Il maestro Riccardo Muti non condanna preventivamente Beatrice Venezi. Anzi. Da magistrale direttore d’orchestra quale è, con un tocco della sua virtuosa bacchetta, capace di armonizzare anche virtuosi controcanti, presentando il suo ritorno a Torino al Teatro Regio, dove dirigerà il Macbeth, capolavoro shakespeariano musicato da Verdi, chiama una doverosa pausa rispetto alle eccessive polemiche che da quasi sei mesi hanno preso di mira la giovane collega toscana, designata, a partire dal prossimo ottobre, come direttrice del Teatro La Fenice di Venezia. Lo fa con stile Muti. Senza polemizzare né esprimere giudizi. Spazzando via, però, anche i fastidiosi pregiudizi usati contro Venezi dagli orchestrali sindacalizzati de La Fenice. «Non giudico su persone che fanno la stessa professione, secondo non l’ho mai vista dirigere quindi non posso esprimermi e anche se l’avessi vista non darei un commento perché lo troverei sgradevole. Leggo tante cose sui giornali. Lasciatela dirigere e poi le orchestre varie e i cori vari decideranno, pensando che nella storia che ci sono direttori che in un teatro con un’orchestra funzionano benissimo e con altre no». Parole semplici e dirette, quelle del maestro Muti che specie in un periodo in cui sparare sul bersaglio Venezi in quanto politicamente scorretto, pare essere diventato il nuovo sport nazionale – suona come una salutare e per nulla stonata stecca nel coro. I soloni del “pensiero unico” che hanno alzato un autentico fumus persecutionis contro Venezi, evidentemente, da Muti si aspettavano l’ennesimo endorsement alla loro causa. Il maestro napoletano, invece, ha scelto la via più sensata e onesta: quella della misura.
Per dirigere l’ennesima versione del Macbeth, opera che è una sorta di totem per il maestro, oltre ad essere quella più volte incrociata nella sua carriera, Muti ha detto di aver studiato ex novo la partitura. Sarà perché in regia c’è la figlia Chiara Muti. «Tra noi sul lavoro c’è il rapporto tra una regista e un direttore d’orchestra. Abbiamo anche discusso a volte...» ha ammesso il musicista. Per il resto è il Muti che conosciamo: rigoroso, quasi ascetico. Che dice di aver ridotto le sue presenze nei teatri perché «in tanti non si lavora bene». Al Regio, però, dice di aver trovato un ambiente serio, rispettoso, all’altezza. Ma proprio mentre a Torino si celebra la grande musica, a Venezia continua la guerriglia contro la nomina di Venezi alla guida del Teatro La Fenice. C’è un comitato che protesta, sindacati che scrivono lettere, comunicati indignati per un’intervista rilasciata dalla direttrice al quotidiano argentino Clarin. Lei parla di «paura del nuovo» di «abbonati anziani», della necessità di non trasformare i teatri in musei. Apriti cielo. Le rispondono che è offensiva, che i dati la smentiscono sugli “over 80”, che innovare non significa fare cassa coi turisti.

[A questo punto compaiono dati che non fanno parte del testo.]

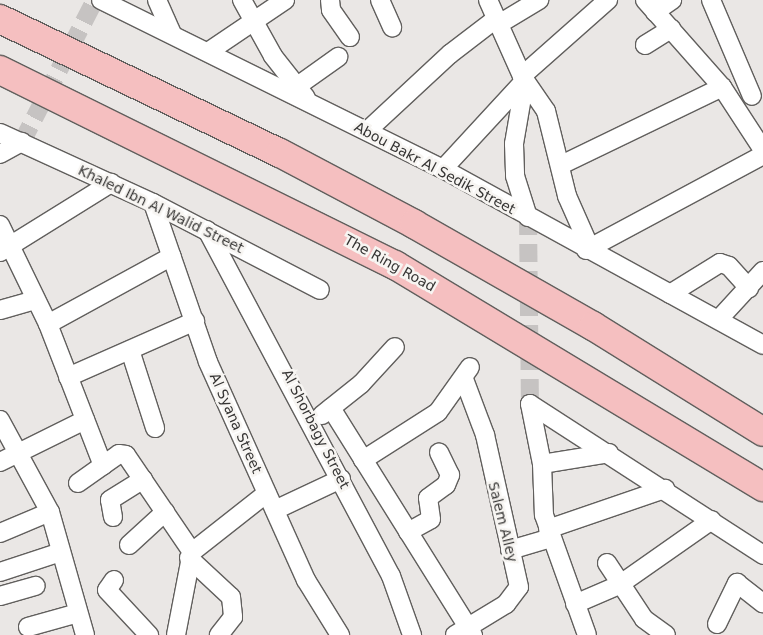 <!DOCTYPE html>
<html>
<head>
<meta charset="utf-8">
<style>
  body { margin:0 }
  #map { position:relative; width:763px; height:635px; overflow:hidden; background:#eae7e5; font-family:"DejaVu Sans",sans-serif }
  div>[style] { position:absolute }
  .minor-tunnel>* { height:18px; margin-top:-9px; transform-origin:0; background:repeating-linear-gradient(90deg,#c6c3c2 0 18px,transparent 0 27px) }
  .roads { filter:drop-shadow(1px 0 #615f5d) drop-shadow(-1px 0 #615f5d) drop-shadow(0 1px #615f5d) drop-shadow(0 -1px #615f5d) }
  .minor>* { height:18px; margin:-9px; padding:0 9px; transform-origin:9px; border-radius:9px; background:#fff }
  .motorway>* { height:28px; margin:-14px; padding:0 14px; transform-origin:14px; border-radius:14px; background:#f5bfc0 }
  span { translate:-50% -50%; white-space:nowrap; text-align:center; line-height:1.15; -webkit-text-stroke:5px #f7f5f2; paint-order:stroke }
  .street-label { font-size:14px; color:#363534 }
</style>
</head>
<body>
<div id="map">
  <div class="minor-tunnel">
    <i style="left:22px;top:142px;width:160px;rotate:-62.8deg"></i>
    <i style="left:528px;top:217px;width:187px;rotate:89.4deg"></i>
  </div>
  <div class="roads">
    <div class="minor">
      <i style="left:101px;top:0;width:381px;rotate:26.3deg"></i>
      <i style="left:443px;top:169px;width:365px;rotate:28.8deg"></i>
      <i style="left:157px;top:0;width:36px;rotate:66deg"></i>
      <i style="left:242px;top:0;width:64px;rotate:61deg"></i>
      <i style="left:273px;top:56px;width:53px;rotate:51.8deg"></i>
      <i style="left:330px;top:0;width:10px;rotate:84deg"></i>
      <i style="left:331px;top:10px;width:33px;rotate:55deg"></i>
      <i style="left:380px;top:0;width:30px;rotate:66deg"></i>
      <i style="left:488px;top:0;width:83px;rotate:65.9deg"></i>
      <i style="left:522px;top:76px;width:42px;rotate:55.6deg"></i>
      <i style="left:546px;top:111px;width:88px;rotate:76.1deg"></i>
      <i style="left:567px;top:196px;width:57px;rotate:66.1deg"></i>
      <i style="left:645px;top:0;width:116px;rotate:48.5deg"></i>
      <i style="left:722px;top:87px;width:75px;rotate:56.9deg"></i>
      <i style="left:711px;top:0;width:104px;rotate:66.9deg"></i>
      <i style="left:655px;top:12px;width:21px;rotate:-35deg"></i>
      <i style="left:499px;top:24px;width:47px;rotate:-31deg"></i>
      <i style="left:645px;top:45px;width:31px;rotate:-32deg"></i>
      <i style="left:208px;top:52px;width:93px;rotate:-34deg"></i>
      <i style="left:522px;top:76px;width:115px;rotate:-41.5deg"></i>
      <i style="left:525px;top:80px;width:65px;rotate:99.8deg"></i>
      <i style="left:514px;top:144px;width:32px;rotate:88deg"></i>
      <i style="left:515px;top:176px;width:43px;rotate:72.4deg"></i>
      <i style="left:296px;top:87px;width:52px;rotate:-35.5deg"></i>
      <i style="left:367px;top:131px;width:113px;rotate:-42.9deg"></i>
      <i style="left:450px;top:54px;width:59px;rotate:-37.5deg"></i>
      <i style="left:0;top:133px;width:168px;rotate:24.6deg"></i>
      <i style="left:153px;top:203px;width:188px;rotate:27.5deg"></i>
      <i style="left:0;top:154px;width:25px;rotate:-29deg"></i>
      <i style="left:561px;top:165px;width:179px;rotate:-25.8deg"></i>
      <i style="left:443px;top:169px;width:121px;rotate:-47.3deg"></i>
      <i style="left:153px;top:203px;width:168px;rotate:70.9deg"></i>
      <i style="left:208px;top:362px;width:239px;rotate:65.8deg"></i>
      <i style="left:306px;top:580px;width:65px;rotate:58.3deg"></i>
      <i style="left:0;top:225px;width:110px;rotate:64.1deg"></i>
      <i style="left:48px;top:324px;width:152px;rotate:68.8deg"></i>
      <i style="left:207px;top:230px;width:392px;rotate:62deg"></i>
      <i style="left:391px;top:576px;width:63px;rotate:70.4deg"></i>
      <i style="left:586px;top:250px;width:201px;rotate:-28.2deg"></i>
      <i style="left:0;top:252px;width:131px;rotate:-31.9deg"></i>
      <i style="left:670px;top:294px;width:59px;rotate:-31.8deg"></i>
      <i style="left:720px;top:263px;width:9px;rotate:18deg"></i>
      <i style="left:729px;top:266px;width:30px;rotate:48deg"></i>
      <i style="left:0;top:310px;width:37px;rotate:-16deg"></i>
      <i style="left:719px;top:319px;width:65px;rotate:-47.5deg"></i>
      <i style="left:48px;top:324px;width:141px;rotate:-28.7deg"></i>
      <i style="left:130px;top:350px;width:82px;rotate:72.2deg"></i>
      <i style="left:68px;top:377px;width:139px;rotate:-23.8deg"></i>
      <i style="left:530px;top:404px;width:278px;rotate:32.9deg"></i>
      <i style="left:530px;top:404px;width:61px;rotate:78.7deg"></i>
      <i style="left:542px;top:464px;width:51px;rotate:87.8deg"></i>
      <i style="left:544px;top:515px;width:127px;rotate:70.3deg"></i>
      <i style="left:331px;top:408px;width:268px;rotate:58deg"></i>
      <i style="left:322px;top:415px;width:50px;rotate:-38.5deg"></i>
      <i style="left:361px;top:384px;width:50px;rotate:-47.4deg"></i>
      <i style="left:0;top:420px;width:105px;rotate:61.5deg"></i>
      <i style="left:50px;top:512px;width:128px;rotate:74.1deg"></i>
      <i style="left:363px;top:460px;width:89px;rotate:-32.6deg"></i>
      <i style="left:438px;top:412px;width:55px;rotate:-54.6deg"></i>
      <i style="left:0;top:462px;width:95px;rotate:-26.3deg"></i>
      <i style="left:542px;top:464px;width:68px;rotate:-9.3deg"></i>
      <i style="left:78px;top:483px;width:50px;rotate:-35.3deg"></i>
      <i style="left:119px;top:454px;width:7px;rotate:8deg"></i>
      <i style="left:126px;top:455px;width:117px;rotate:55.8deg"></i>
      <i style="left:275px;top:510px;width:73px;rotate:-25.2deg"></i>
      <i style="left:113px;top:517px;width:17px;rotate:-100deg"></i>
      <i style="left:110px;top:500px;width:39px;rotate:-32deg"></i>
      <i style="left:548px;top:529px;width:124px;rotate:-18.9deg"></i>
      <i style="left:408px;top:532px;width:26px;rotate:-29deg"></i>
      <i style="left:431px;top:519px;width:21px;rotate:-98deg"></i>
      <i style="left:428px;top:498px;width:22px;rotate:-36deg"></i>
      <i style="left:446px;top:485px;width:11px;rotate:-68deg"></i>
      <i style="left:450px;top:475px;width:25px;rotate:-116deg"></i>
      <i style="left:0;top:533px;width:54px;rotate:-22.8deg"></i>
      <i style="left:129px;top:545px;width:49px;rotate:-42.5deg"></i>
      <i style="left:510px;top:550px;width:43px;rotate:-16.3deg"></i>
      <i style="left:189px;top:558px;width:57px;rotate:42.9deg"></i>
      <i style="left:231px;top:597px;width:20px;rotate:84deg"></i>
      <i style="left:233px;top:617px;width:23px;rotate:128deg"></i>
      <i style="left:607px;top:563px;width:67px;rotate:56.5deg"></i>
      <i style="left:644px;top:619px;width:27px;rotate:36deg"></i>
      <i style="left:0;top:572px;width:64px;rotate:-18.2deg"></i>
      <i style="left:114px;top:580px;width:12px;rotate:125deg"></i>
      <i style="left:107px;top:590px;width:62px;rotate:47deg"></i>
      <i style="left:0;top:596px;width:37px;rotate:-16deg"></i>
      <i style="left:575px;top:604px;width:48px;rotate:-23.4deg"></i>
      <i style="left:619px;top:585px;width:113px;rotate:-35deg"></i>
      <i style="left:717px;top:624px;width:46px;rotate:-64deg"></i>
      <i style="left:737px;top:583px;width:33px;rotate:38deg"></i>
      <i style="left:28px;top:627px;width:52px;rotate:-15.6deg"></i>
      <i style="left:176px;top:635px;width:85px;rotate:-79.1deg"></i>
      <i style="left:192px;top:552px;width:95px;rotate:-38.2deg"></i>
      <i style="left:455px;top:635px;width:60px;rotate:-31.3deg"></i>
      <i style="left:506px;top:604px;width:21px;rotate:-53deg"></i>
      <i style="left:519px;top:587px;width:156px;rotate:-102.6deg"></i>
      <i style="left:485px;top:435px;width:60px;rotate:-110.6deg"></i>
    </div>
    <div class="motorway">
      <i style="left:0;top:19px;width:310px;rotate:25.6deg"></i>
      <i style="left:280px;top:153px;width:152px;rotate:27.9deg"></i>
      <i style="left:414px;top:224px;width:206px;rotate:29.7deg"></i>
      <i style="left:593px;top:326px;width:200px;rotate:31.9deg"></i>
      <i style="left:0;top:70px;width:441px;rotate:26.3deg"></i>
      <i style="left:395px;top:265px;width:430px;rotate:31.1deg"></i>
    </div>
  </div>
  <div class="street-label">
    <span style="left:435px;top:168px;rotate:28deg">Abou Bakr Al Sedik Street</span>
    <span style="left:161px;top:209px;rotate:26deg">Khaled Ibn Al Walid Street</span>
    <span style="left:390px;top:263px;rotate:29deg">The Ring Road</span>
    <span style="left:236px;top:423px;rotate:66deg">Al Syana Street</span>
    <span style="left:316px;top:429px;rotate:63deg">Al Shorbagy Street</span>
    <span style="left:503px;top:522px;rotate:76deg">Salem Alley</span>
  </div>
</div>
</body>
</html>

Venezi, dal canto suo, rivendica di essere finita nel mezzo di una battaglia politica e di aver pagato anche il fatto di essere donna in un ambiente ancora segnato da molto machismo. Parole che possono piacere o no. Ma che descrivono un dato: la musica, in Italia, è diventata terreno di scontro ideologico. E qui il gesto di Muti pesa. Del resto, chi meglio di lui sa che il rapporto tra direttore e orchestra è una questione di alchimia? Ci sono bacchette che funzionano a Chicago e non a Roma, a Napoli e non a Milano. La storia è piena di carriere sbocciate in un teatro e naufragate in un altro. Pretendere di stabilire oggi, per decreto, il destino veneziano di Venezi è un esercizio più politico che musicale. Muti, però non si presta al tiro al bersaglio. Non entra nel coro degli indignati, né in quello dei tifosi. Fa quello che un grande maestro dovrebbe fare: ricordare che il giudice ultimo, in teatro, è il suono. Che saranno le orchestre, i cori, il pubblico a decidere. Non certo coi comunicati.